Although Rhino were up for sale, none were available for inspection due to the increasing number of poachers looking to take their horns for sale in the Chinese market. The largest animal on exhibit in the Boma was the African (Cape) Buffalo. This is one of the BIG FIVE and are found commonly in protected wildlife areas where there is sufficient water for their survival. Only young animals (3-8 years old), with “a lot of breeding left in [her] them,” were for sale. Mature animals can attain a height of 2 meters and males weigh in at up to 700 kg (1500 lb).
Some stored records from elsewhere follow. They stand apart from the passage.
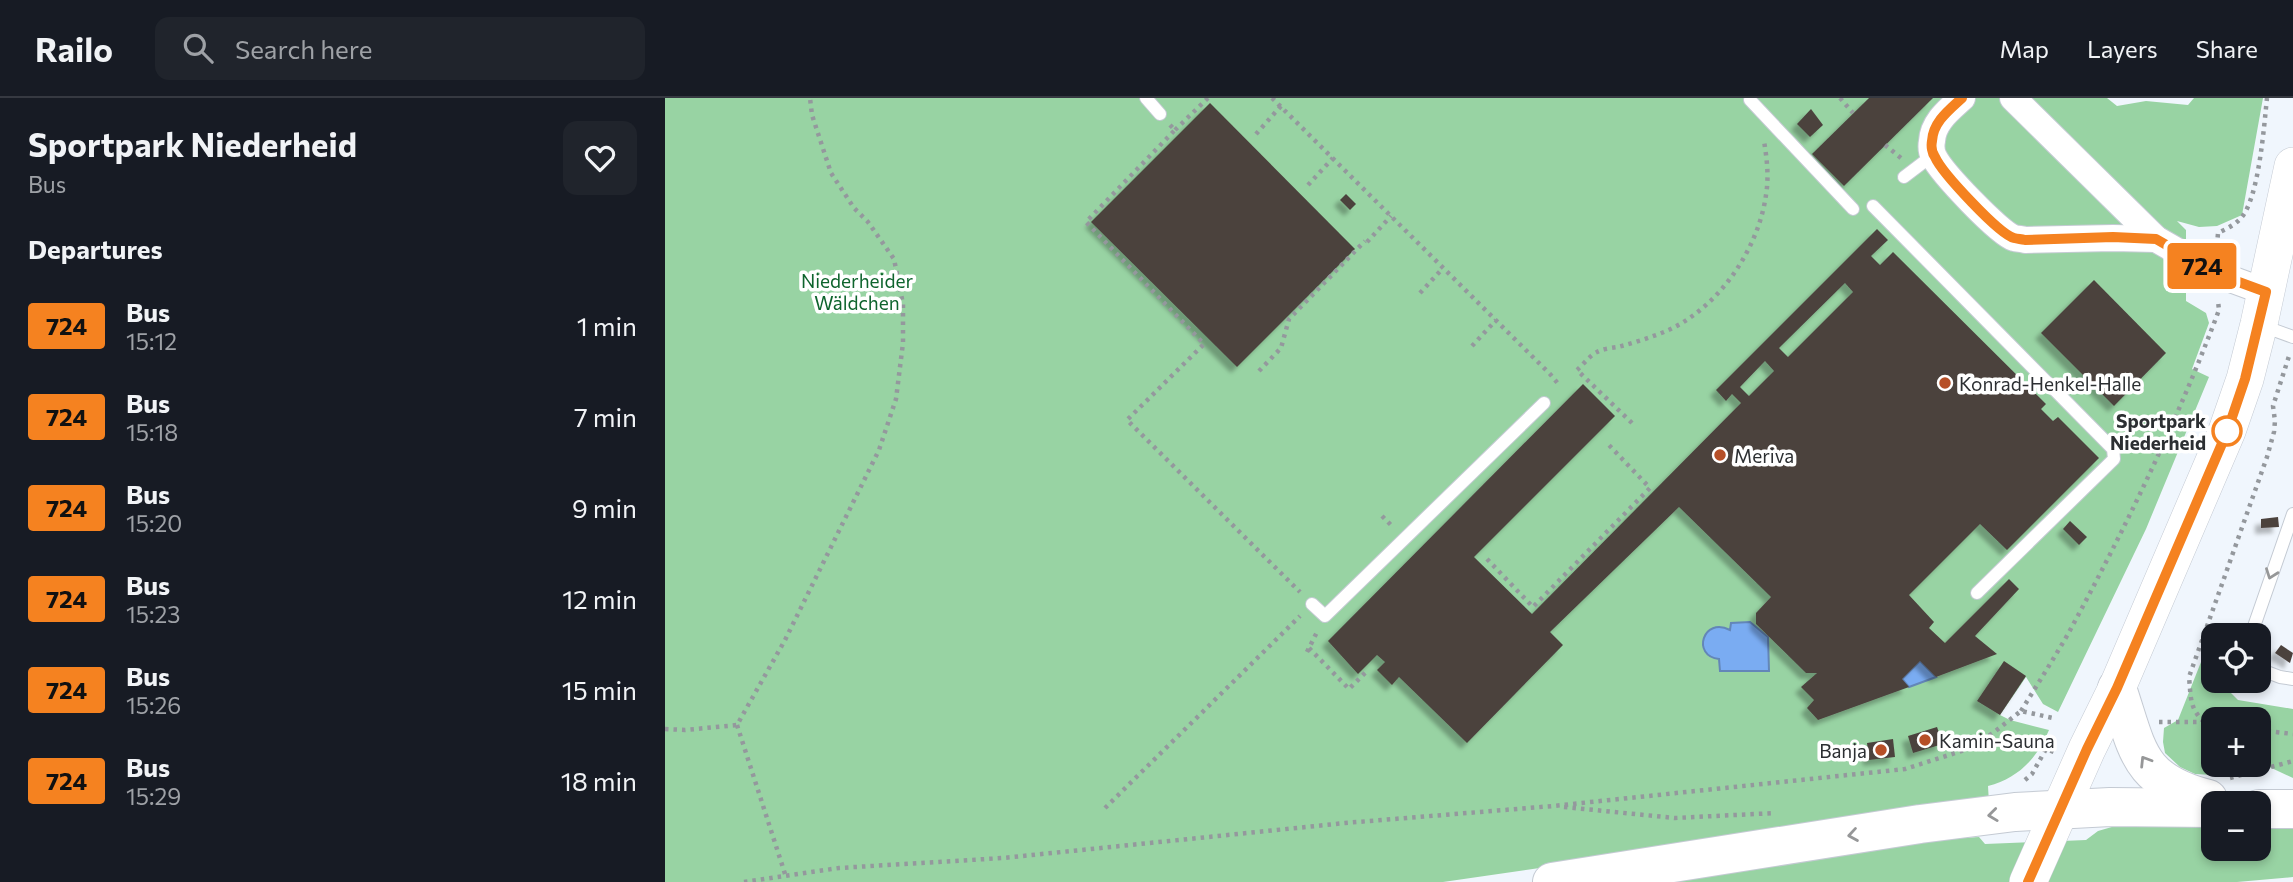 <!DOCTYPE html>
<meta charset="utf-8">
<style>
:root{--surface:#171b24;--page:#20242c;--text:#f1f3f6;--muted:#9ea1a6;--line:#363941}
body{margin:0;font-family:Commissioner,sans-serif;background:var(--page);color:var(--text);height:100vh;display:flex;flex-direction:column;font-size:26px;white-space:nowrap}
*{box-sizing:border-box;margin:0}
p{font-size:23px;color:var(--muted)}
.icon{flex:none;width:38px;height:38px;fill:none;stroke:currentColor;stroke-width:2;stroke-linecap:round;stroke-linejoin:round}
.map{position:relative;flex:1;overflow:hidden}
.sheet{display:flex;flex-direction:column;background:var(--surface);width:665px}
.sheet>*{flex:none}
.badge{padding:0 14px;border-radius:5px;font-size:24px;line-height:46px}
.controls{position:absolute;left:1536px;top:525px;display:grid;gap:14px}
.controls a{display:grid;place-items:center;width:70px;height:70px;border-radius:14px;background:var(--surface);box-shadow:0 4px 10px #0003;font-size:35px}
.map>.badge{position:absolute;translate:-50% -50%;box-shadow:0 0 0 4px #fff}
h2{padding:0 28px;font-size:26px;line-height:63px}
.round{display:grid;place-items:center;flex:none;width:74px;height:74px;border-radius:14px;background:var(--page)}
.headline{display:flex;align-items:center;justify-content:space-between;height:119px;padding:0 28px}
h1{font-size:33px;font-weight:700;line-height:52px}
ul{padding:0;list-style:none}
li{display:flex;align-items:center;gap:21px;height:91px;padding:0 28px}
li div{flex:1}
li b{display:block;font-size:26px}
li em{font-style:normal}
li .badge{min-width:77px;font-weight:700;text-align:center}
header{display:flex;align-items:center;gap:42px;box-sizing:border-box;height:98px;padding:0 35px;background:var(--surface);border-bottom:2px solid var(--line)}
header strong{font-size:33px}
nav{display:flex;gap:38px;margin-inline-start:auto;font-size:24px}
.search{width:490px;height:63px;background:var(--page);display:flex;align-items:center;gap:18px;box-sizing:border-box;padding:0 24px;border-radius:14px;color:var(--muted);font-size:26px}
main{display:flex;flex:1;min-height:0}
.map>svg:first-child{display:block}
.green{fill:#98d3a3;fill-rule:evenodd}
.water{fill:#7aacf2;stroke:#6386b8;stroke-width:2}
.building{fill:#4c423e;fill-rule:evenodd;filter:url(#shadow)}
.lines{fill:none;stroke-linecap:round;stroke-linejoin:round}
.service-casing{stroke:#c4cad3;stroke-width:14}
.minor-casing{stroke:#c4cad3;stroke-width:28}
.secondary-casing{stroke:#c4cad3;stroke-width:38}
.trunk-casing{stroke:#c4cad3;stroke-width:40}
.path{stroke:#94989d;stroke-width:4.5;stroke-dasharray:3.5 5;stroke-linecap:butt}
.service{stroke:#fff;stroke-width:12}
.minor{stroke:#fff;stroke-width:26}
.secondary{stroke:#fff;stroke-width:37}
.trunk{stroke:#fff;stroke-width:38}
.oneway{stroke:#969798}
.line-casing{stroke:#fff;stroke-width:16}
.line{stroke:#f58220;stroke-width:10}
.poi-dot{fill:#b64f27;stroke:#fff;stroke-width:2.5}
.stop-dot{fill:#fff;stroke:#f58220;stroke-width:3.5}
.labels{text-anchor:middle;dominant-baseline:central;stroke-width:7;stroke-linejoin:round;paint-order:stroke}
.park-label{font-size:19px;fill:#0e642d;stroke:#fff}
.poi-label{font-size:19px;fill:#2c2f32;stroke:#fff;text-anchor:start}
.stop-label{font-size:19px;font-weight:bold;fill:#2c2f32;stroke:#fff;text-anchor:end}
</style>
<header>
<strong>Railo</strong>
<div class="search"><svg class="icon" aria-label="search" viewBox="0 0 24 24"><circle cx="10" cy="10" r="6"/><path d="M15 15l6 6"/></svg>Search here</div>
<nav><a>Map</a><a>Layers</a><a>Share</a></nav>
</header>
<main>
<section class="sheet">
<div class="headline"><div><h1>Sportpark Niederheid</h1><p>Bus</p></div><a class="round"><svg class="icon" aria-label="heart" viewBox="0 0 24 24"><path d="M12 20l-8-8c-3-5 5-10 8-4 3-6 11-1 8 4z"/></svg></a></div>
<h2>Departures</h2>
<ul>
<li><span class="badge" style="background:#f58220;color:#111">724</span><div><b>Bus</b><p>15:12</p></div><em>1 min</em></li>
<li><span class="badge" style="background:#f58220;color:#111">724</span><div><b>Bus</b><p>15:18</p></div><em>7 min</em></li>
<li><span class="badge" style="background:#f58220;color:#111">724</span><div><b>Bus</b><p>15:20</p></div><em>9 min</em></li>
<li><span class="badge" style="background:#f58220;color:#111">724</span><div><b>Bus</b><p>15:23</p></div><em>12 min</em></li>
<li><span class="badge" style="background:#f58220;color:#111">724</span><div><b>Bus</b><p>15:26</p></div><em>15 min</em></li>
<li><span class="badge" style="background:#f58220;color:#111">724</span><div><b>Bus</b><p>15:29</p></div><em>18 min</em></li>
</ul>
</section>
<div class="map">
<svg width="1628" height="784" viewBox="0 0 1628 784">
<defs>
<filter id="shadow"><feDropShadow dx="-6" dy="6" stdDeviation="2" flood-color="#0004"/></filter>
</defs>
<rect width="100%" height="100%" fill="#f0f6fd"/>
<g class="green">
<path d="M0,0H1442L1452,8L1481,3L1523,7L1529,0H1598L1577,117L1552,128L1534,129L1512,123L1521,132V203L1541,215L1544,225L1527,271L1544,279L1481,431L1393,614L1378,606L1361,579L1335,617L1345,622L1384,632C1372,660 1354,680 1323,688L1324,705L778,784H0Z"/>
<path d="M1536,564L1549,577V583H1554L1573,602L1628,611V680L1598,666L1548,677L1530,676L1515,669L1500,655L1498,644L1499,630L1513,622ZM1549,621H1594V667H1549Z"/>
<polygon points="1464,724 1549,725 1549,751 1594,751 1594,725 1628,725 1628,779 1572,784 977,784 1219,745 1314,739 1320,746 1421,742 1433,733"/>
</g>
<g class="water">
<path d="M1085,524L1103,539L1104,573H1055L1054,561C1026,558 1038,518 1065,532L1066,525Z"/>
<polygon points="1255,563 1271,579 1244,589 1237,581"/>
</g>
<g class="building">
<polygon points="1204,0 1268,0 1179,88 1147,56"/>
<polygon points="545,5 690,151 572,269 426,124"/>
<polygon points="1146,11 1158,27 1145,39 1132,26"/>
<polygon points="681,96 691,106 685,112 675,102"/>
<path d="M1212,131L1223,142L1206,158L1215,167L1228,154L1381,306L1376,311L1388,323L1393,319L1434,360L1342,452L1315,426L1244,497L1269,524L1264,530L1280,545L1344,481L1354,491L1310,538L1332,556L1271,579L1255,563L1237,581L1244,589L1153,622L1142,610L1149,602L1136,589L1152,575H1141L1091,526V515L1106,499L1014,409L885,534L898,547L802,645L734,579L727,587L712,572L720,564L712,557L693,576L663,543L918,286L950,318L809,459L867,516L1076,305L1067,296L1061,303L1051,292ZM1180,185L1188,194L1123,259L1114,250ZM1100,263L1109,273L1084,298L1075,289Z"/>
<polygon points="1429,182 1501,255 1449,308 1376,235"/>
<polygon points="1613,419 1614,429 1596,430 1596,421"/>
<polygon points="1405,423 1422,439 1414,447 1398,431"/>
<polygon points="1616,547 1628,555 1625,565 1610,555"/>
<polygon points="1339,563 1361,578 1335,617 1312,603"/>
<polygon points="1272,629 1278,646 1248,655 1243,638"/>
<polygon points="1228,641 1230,659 1204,662 1202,645"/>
</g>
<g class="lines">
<defs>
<g id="service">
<polyline points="481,0 495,16"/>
<polyline points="1085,2 1188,111"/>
<polyline points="1239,79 1268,57"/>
<polyline points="1208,108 1448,351 1449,361 1312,495"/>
<polyline points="1595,227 1628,239"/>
<polyline points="647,506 660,518 879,305"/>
<polyline points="1586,537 1628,416"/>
<polyline points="1594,571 1615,579 1628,581"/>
</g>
<g id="minor">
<path d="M1297,0C1284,12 1268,24 1267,43C1266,48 1267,55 1269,59C1277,75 1334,135 1349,140C1353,141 1357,141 1360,142L1448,140L1491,141"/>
<polyline points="1348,0 1491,141 1552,176 1601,194"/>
</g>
<polyline id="secondary" points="1363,784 1422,651 1452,590 1562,333 1580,281 1594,226 1628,68"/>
<g id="trunk">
<path d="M1452,590C1473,652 1472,683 1543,701"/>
<polyline points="1594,711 1628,711"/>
<polyline points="887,784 1255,726 1350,714 1445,709 1549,710"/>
</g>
</defs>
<use href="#service" class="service-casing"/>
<use href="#minor" class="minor-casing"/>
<use href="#secondary" class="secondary-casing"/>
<use href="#trunk" class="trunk-casing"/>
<g class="path">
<polyline points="607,0 885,276 895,288"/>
<polyline points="1175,0 1188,15"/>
<polyline points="505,27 510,32 421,124 539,246 462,322 635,494"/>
<polyline points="510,32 543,0"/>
<polyline points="591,36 616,8"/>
<polyline points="1220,47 1236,60"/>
<polyline points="643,87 668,60"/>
<polyline points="702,144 726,118"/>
<path d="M1552,148L1553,135C1561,131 1570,127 1576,120C1594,100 1599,28 1602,0"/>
<polyline points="755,195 778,170"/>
<polyline points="807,248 831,222"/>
<polyline points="594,273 616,250 624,221 700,143"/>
<path d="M967,325L912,272C918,267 925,257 932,254C937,251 946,250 953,249C968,245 984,240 999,234C1052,212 1093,153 1101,97C1104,79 1102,61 1099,43"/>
<polyline points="717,418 727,428"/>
<polyline points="822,461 868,509 985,390 941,344"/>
<polyline points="644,550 684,591 701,574"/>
<polyline points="642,554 653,532"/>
<path d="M1356,613C1372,587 1388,562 1403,536C1460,431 1512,324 1554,212L1553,203"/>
<polyline points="1494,624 1539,624 1549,627"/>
<path d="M1539,624C1524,610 1526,598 1524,579L1602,359L1609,334L1610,323L1608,308L1625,255"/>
<polyline points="72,627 121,779"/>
<polyline points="0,631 20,632 72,627 120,542 214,352 231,301 238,245 238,206 229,161 203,124 189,110 166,75 147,17 145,0"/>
<polyline points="1594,632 1628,636"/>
<polyline points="1565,680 1628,663"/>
<polyline points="1360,682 1367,676 1381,651 1389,654"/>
<polyline points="899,709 1010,720 1110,715"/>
<polyline points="440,710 635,518"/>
<polyline points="79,784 174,770 338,760 680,725 888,708 1240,671 1303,651 1328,635 1356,613 1388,620"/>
</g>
<use href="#service" class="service"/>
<use href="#minor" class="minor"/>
<use href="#secondary" class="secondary"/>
<use href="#trunk" class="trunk"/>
</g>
<defs><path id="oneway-chevron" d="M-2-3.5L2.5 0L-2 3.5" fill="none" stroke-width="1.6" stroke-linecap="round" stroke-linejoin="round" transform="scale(1.75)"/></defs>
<g class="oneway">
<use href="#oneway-chevron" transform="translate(1606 476) rotate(110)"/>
<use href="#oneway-chevron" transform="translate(1480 663) rotate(-122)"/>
<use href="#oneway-chevron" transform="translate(1328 717) rotate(173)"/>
<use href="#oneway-chevron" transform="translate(1188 737) rotate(171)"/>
</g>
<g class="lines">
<defs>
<path id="line" d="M1297,0C1284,12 1268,24 1267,43C1266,48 1267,55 1270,59C1277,75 1334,136 1349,140C1353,141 1356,141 1360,142L1448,139L1491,141L1552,176L1601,194L1580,281L1562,334L1452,590L1422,651L1363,784"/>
</defs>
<use href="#line" class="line-casing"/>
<use href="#line" class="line"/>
</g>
<g class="poi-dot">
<circle cx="1280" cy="285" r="7"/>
<circle cx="1055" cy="357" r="7"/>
<circle cx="1260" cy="642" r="7"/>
<circle cx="1216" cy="652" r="7"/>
</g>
<circle class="stop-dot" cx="1562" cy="333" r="14"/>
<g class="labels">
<g class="park-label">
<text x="192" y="182">Niederheider<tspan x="192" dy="22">Wäldchen</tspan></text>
</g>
<g class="poi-label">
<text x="1294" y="285">Konrad-Henkel-Halle</text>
<text x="1069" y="357">Meriva</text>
<text x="1274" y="642">Kamin-Sauna</text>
<text x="1202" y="652" text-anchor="end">Banja</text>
</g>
<g class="stop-label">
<text x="1541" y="322">Sportpark<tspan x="1541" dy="22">Niederheid</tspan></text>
</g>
</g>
</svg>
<div class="controls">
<a><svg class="icon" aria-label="locate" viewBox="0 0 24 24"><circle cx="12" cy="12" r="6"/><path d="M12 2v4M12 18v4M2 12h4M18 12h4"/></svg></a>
<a>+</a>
<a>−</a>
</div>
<b class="badge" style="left:1537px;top:168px;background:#f58220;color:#111">724</b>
</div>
</main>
Several animals did not sell, even though the asking price of R 180,000-280,00 ($20,000-$31,000) for pregnant females was below the reserve. Males sold for between R48,000 ($5300) and R 95,000 ($10,550), with a record sale of R 420,000 ($47,000) for Lot No. 80.
The most expensive animal, though wasn’t the Rhino. Most owners see this animal as a bad investment because of the high potential to have it killed by poachers for its horn. Rather, to our surprise, the Golden Wildebeest (Gnu) saw the highest price. These animals were being auctioned off at a beginning bid of R 500,000 ($56,000), with no takers even when the price was reduced to R 320,000 ($36,000)! And, when a loud beeping was heard during the bidding for these animals, all the auctioneer could say was “You know its South Africa when you hear a car alarm go off. Someone’s been broken into. Good luck with that.”